Wed, Apr 26, 2017 at 03:14:38PM CEST, jhs@mojatatu.com wrote:
>On 17-04-26 08:08 AM, Jiri Pirko wrote:
>> Wed, Apr 26, 2017 at 01:48:29PM CEST, jhs@mojatatu.com wrote:
>> > On 17-04-26 02:19 AM, Jiri Pirko wrote:
>> > > Tue, Apr 25, 2017 at 10:29:40PM CEST, jhs@mojatatu.com wrote:
>> > > > On 17-04-25 12:04 PM, Jiri Pirko wrote:
>
>> > I have experience with dealing with a massive amount of various dumps
>> > and (batch) sets and it always boils down to one thing:
>> > _how much data is exchanged between user and kernel_
>> > 3 flags encoded as bits in a u32 attribute cost 64 bits.

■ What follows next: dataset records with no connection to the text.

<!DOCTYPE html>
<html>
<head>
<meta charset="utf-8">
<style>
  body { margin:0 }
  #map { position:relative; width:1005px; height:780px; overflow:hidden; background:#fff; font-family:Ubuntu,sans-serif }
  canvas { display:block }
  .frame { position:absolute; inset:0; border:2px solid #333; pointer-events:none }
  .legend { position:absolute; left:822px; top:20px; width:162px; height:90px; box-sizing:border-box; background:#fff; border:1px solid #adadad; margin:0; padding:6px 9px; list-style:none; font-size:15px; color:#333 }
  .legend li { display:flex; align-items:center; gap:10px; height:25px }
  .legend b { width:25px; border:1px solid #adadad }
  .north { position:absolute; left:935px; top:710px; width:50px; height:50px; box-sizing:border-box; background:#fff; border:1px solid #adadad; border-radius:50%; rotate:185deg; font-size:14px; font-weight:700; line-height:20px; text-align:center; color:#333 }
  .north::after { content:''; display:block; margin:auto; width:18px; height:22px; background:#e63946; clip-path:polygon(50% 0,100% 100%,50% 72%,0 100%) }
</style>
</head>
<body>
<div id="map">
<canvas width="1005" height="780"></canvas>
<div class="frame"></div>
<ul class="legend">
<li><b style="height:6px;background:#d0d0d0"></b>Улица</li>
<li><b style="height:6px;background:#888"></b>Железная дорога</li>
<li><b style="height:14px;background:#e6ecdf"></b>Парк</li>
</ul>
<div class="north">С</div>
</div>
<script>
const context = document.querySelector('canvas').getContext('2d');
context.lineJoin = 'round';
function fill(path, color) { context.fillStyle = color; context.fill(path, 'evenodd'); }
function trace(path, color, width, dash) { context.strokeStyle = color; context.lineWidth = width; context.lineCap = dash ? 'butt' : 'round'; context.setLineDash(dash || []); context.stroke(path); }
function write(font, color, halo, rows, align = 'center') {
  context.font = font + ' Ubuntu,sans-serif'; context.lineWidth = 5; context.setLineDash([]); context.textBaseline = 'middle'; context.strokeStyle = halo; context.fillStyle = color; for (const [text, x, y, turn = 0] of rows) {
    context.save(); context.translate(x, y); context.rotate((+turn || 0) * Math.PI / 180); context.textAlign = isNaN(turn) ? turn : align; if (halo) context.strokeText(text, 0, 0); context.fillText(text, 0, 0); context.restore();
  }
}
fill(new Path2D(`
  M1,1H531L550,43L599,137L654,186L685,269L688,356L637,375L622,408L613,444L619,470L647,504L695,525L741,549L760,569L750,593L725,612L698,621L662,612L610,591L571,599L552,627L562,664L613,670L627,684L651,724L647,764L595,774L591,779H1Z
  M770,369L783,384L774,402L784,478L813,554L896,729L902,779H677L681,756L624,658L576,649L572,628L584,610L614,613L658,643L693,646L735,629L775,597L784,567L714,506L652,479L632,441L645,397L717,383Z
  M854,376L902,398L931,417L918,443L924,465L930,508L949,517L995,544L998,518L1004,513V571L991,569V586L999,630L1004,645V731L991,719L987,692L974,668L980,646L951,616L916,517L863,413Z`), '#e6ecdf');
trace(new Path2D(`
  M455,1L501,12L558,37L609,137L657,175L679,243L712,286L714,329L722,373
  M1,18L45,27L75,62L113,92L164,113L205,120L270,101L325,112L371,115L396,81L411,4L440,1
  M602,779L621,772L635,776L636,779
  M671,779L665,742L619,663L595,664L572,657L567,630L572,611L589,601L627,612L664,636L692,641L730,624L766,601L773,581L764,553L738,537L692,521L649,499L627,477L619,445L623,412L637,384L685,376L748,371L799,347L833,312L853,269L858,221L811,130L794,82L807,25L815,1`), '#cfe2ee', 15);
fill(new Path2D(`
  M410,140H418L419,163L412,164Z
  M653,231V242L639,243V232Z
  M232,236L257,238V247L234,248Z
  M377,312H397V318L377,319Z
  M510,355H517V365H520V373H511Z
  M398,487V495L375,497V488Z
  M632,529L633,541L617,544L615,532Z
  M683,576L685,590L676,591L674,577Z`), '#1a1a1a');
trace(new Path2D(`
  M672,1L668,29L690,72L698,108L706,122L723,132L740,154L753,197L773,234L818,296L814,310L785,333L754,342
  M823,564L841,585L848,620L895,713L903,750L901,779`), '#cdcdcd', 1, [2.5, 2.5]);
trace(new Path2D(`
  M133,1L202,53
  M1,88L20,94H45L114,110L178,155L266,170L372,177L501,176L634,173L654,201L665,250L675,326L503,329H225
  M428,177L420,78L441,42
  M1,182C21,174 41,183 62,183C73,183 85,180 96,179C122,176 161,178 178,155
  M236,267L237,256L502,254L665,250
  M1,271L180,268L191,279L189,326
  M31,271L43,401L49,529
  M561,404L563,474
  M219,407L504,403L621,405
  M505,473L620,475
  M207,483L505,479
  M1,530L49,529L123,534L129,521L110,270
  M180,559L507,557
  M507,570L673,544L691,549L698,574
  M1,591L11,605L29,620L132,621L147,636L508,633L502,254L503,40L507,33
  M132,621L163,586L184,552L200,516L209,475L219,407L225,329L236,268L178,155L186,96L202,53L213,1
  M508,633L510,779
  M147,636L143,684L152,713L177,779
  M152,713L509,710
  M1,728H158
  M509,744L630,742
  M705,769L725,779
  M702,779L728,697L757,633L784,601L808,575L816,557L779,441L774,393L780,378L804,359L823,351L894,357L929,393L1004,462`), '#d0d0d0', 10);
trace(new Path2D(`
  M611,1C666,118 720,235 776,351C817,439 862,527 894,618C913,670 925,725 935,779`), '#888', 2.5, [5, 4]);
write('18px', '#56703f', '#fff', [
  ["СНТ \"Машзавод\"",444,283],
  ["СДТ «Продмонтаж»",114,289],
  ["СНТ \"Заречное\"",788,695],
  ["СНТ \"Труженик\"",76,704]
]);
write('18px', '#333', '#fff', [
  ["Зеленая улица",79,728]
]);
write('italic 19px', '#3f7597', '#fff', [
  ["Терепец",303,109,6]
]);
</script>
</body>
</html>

>> > Encoded separately cost 3x that.
>> > 
>> > Believe me, it _does make a difference_ in performance.
>> > 
>> > My least favorite subsystem is bridge. The bridge code has
>> > tons of flags in those entries that are sent to/from kernel as u8
>> > attributes. It is painful.
>> > 
>> > For something more recent, lets look at this commit from Ben on Flower:
>> > +       TCA_FLOWER_KEY_MPLS_TTL,        /* u8 - 8 bits */
>> > +       TCA_FLOWER_KEY_MPLS_BOS,        /* u8 - 1 bit */
>> > +       TCA_FLOWER_KEY_MPLS_TC,         /* u8 - 3 bits */
>> > +       TCA_FLOWER_KEY_MPLS_LABEL,      /* be32 - 20 bits */
>> > 
>> > Yes, that looks pretty, but:
>> > That would have fit in one attribute with a u32. Mask attributes would
>> > be eliminated with a second 32 bit - all in the same singular
>> > attribute.
>> > 
>> > Imagine if i have 1M flower entries. If you add up the mask the cost
>> > of these things is about 3*2*64 bits more per entry compared to putting
>> > the mpls info/mask in one attribute.

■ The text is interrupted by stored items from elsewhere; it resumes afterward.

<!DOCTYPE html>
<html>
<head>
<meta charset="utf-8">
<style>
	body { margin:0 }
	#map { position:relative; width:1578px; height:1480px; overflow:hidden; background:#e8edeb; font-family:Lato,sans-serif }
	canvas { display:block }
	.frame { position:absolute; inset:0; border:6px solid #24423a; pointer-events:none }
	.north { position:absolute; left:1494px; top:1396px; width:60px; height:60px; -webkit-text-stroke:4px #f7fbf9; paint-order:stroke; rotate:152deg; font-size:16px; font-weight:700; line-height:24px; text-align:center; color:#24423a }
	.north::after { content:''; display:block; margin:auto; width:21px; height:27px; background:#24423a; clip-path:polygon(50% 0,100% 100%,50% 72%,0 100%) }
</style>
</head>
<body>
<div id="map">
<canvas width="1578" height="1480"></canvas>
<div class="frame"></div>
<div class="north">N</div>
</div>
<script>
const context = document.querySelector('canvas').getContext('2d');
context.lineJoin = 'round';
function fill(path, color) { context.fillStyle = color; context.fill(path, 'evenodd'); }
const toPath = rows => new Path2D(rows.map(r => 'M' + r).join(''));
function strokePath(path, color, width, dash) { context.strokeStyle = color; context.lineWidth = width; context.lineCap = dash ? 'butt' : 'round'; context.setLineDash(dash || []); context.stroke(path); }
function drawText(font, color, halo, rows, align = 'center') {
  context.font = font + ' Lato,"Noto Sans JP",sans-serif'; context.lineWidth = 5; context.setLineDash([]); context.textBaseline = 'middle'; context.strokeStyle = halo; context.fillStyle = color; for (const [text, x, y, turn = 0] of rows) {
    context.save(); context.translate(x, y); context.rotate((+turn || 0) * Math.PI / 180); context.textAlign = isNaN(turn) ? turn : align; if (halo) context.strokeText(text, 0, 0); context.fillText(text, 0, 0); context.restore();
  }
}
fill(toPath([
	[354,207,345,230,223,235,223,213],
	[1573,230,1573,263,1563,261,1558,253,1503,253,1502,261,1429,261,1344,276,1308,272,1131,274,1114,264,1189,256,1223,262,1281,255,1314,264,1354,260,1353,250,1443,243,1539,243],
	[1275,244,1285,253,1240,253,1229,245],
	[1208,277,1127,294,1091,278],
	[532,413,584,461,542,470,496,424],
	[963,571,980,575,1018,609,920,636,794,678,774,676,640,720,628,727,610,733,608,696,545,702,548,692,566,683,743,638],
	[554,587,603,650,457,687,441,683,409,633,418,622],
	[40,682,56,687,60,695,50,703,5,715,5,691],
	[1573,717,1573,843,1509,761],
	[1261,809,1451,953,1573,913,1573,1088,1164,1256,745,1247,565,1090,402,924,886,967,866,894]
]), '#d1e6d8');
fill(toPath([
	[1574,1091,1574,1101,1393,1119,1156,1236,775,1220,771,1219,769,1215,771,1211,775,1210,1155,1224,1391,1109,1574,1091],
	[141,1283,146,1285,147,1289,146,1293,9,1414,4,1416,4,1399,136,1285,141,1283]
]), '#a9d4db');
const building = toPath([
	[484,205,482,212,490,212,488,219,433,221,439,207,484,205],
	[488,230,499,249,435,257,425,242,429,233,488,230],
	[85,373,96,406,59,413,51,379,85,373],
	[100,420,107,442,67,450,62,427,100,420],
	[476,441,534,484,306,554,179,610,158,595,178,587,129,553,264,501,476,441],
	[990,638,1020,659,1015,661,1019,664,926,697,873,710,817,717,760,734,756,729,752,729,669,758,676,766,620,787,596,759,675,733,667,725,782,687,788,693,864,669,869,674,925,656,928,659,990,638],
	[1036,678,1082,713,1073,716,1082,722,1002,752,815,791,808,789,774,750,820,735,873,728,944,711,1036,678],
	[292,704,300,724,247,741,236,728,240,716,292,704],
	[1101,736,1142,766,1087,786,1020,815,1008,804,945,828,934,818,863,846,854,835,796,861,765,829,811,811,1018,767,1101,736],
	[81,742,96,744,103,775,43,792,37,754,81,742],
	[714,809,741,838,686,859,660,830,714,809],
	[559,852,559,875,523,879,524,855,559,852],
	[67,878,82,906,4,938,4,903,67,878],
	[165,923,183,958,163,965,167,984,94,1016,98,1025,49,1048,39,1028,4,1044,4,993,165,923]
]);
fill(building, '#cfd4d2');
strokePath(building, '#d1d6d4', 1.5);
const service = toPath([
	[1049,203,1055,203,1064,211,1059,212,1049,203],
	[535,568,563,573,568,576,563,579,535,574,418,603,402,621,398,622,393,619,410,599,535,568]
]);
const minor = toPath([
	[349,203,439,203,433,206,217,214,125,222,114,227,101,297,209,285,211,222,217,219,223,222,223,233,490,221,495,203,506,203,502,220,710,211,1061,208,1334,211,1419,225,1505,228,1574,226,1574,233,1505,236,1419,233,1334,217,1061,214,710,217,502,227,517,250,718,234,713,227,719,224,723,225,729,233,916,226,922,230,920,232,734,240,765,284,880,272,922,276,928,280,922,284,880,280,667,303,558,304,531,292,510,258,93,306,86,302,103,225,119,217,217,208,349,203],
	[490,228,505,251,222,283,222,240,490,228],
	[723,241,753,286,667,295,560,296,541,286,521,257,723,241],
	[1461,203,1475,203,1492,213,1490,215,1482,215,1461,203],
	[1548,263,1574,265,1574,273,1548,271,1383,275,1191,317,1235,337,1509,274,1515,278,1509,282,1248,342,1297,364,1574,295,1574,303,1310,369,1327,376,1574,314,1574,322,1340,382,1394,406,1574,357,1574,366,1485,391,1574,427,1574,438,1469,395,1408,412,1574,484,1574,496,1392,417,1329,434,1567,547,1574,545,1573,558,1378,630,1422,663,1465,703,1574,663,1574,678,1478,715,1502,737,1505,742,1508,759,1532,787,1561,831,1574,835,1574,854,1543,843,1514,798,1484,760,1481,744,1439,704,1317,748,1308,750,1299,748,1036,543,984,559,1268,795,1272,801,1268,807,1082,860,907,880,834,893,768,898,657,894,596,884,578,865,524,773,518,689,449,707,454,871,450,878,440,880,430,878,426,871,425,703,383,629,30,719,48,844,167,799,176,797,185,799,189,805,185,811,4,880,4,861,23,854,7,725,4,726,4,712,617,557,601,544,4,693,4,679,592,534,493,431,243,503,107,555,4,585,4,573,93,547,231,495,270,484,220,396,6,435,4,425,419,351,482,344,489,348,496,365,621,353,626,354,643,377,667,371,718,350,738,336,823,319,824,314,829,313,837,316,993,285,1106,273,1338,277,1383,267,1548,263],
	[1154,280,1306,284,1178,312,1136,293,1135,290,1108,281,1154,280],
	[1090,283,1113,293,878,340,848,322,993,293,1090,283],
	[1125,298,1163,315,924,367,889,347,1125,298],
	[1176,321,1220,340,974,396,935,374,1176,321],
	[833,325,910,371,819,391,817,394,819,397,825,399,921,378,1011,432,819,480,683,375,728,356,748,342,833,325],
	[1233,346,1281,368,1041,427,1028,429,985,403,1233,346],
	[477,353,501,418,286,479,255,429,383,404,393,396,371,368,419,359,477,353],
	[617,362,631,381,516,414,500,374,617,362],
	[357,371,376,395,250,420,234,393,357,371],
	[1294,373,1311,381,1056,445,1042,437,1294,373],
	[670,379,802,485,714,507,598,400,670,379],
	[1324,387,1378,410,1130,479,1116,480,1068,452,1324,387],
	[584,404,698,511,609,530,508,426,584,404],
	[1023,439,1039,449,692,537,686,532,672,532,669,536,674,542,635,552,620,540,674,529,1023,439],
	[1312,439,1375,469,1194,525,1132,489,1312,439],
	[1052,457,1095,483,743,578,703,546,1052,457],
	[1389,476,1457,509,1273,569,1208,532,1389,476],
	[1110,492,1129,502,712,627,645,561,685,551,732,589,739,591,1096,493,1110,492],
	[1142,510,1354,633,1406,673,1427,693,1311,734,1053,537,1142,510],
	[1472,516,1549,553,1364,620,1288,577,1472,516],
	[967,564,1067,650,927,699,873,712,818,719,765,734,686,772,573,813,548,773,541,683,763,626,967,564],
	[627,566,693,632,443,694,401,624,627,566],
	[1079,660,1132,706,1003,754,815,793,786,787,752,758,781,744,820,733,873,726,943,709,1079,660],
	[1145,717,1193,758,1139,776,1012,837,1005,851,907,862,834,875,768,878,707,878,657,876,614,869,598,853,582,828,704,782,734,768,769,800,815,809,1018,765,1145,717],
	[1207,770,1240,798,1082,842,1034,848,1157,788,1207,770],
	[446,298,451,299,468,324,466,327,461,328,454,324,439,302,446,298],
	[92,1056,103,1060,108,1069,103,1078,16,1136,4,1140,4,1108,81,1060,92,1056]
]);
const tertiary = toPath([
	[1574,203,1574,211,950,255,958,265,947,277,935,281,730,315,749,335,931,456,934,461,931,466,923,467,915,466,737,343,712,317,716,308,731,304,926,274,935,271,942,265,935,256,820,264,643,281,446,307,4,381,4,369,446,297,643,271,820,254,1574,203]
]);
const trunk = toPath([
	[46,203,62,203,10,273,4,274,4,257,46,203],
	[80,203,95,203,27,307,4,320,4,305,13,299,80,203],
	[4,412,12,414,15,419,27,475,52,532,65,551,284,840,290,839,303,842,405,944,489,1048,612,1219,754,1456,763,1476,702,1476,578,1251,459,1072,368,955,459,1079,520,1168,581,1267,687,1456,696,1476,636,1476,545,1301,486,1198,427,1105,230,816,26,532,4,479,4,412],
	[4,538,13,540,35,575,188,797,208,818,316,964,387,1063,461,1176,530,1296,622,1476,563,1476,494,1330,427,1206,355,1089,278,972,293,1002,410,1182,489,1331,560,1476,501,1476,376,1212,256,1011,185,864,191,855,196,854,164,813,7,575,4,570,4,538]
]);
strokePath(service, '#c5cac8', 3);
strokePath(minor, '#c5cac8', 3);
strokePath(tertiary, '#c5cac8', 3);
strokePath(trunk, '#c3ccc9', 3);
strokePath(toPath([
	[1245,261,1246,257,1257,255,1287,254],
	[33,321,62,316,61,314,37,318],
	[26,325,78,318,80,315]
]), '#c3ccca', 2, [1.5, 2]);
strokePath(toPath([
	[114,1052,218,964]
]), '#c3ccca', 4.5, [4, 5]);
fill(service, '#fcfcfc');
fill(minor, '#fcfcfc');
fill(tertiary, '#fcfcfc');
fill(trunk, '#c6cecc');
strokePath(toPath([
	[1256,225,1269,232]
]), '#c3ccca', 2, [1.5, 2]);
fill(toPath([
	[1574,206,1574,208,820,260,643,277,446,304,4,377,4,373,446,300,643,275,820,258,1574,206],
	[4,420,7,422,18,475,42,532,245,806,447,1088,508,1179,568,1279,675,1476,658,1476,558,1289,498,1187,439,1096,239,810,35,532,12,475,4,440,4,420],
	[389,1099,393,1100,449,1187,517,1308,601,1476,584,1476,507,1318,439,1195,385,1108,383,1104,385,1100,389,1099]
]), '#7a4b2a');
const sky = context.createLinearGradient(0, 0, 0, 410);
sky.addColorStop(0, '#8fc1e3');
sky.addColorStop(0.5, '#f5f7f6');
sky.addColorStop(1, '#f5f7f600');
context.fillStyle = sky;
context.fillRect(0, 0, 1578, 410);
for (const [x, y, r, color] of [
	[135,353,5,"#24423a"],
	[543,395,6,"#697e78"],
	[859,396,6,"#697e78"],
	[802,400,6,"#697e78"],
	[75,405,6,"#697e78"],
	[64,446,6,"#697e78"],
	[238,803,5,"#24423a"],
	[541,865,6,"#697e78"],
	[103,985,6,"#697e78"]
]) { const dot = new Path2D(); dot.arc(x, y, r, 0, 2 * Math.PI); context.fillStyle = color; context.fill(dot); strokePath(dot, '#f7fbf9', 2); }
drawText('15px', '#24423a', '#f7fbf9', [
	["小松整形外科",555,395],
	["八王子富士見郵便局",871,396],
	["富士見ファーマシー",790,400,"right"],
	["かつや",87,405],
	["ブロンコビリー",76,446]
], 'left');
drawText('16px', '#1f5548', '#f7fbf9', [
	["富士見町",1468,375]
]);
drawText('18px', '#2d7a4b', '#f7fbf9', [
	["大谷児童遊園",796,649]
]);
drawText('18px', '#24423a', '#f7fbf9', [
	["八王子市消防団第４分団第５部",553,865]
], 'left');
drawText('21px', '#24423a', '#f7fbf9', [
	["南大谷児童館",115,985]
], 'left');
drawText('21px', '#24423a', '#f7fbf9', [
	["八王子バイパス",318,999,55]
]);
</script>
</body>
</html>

>> > At 1M entries that is a few MBs of data being exchanged.
>> 
>> I can do the math :) Yet still, I would like to see the numbers :)
>> Because I believe that is the only way to end this lenghty converstation
>> once and forever...
>> 
>
>Jiri, what are you arguing about if you have done the math? ;->

I can do 3*2*64. What I cannot do is to figure out the real performance
impact.


>You want me to show you that getting or setting less data is good for
>performance?
>Look at the third patch: Why do i think it is necessary to send only
>actions that have changed? Precisely to reduce the amount of data
>being transported. The second patch - to reduce the amount of crossing
>user space to kernel space (which is going to happen more with increased
>data I have to transport between the user and the kernel).
>
>Again: You are looking at this from a manageability point of view which
>is useful but not the only input into a design. If i can squeeze more
>data without killing usability - I am all for it. It just doesnt
>compute that it is ok to use a flag per attribute because it looks
>beautiful.

Hmm. Now that I'm thinking about it, why don't we have NLA_FLAGS with
couple of helpers around it? It will be obvious what the attr is, all
kernel code would use the same helpers. Would be nice.